**Work to complete**.
The output is a word-for-word repeat of the listing below, free of images.

**Given information**.
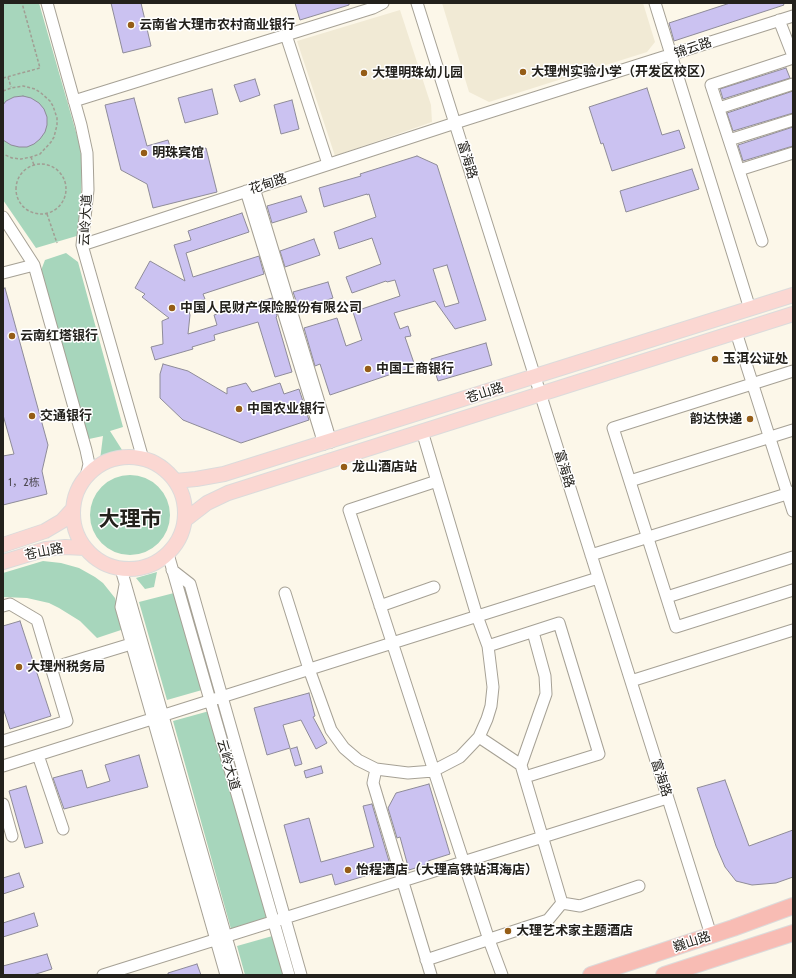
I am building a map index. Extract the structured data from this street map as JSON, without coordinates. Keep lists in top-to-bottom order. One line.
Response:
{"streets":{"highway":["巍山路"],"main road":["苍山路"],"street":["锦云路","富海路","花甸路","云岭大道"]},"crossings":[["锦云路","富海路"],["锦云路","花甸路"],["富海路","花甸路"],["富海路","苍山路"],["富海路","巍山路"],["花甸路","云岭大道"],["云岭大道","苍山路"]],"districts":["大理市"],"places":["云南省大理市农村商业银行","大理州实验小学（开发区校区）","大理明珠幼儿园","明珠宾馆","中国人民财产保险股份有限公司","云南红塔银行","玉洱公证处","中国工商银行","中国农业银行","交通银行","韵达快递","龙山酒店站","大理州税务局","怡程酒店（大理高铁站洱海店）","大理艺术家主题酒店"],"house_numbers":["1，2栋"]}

**Response to this task**.
I am building a map index. Extract the structured data from this street map as JSON, without coordinates. Keep lists in top-to-bottom order. One line.
Response:
{"streets":{"highway":["巍山路"],"main road":["苍山路"],"street":["锦云路","富海路","花甸路","云岭大道"]},"crossings":[["锦云路","富海路"],["锦云路","花甸路"],["富海路","花甸路"],["富海路","苍山路"],["富海路","巍山路"],["花甸路","云岭大道"],["云岭大道","苍山路"]],"districts":["大理市"],"places":["云南省大理市农村商业银行","大理州实验小学（开发区校区）","大理明珠幼儿园","明珠宾馆","中国人民财产保险股份有限公司","云南红塔银行","玉洱公证处","中国工商银行","中国农业银行","交通银行","韵达快递","龙山酒店站","大理州税务局","怡程酒店（大理高铁站洱海店）","大理艺术家主题酒店"],"house_numbers":["1，2栋"]}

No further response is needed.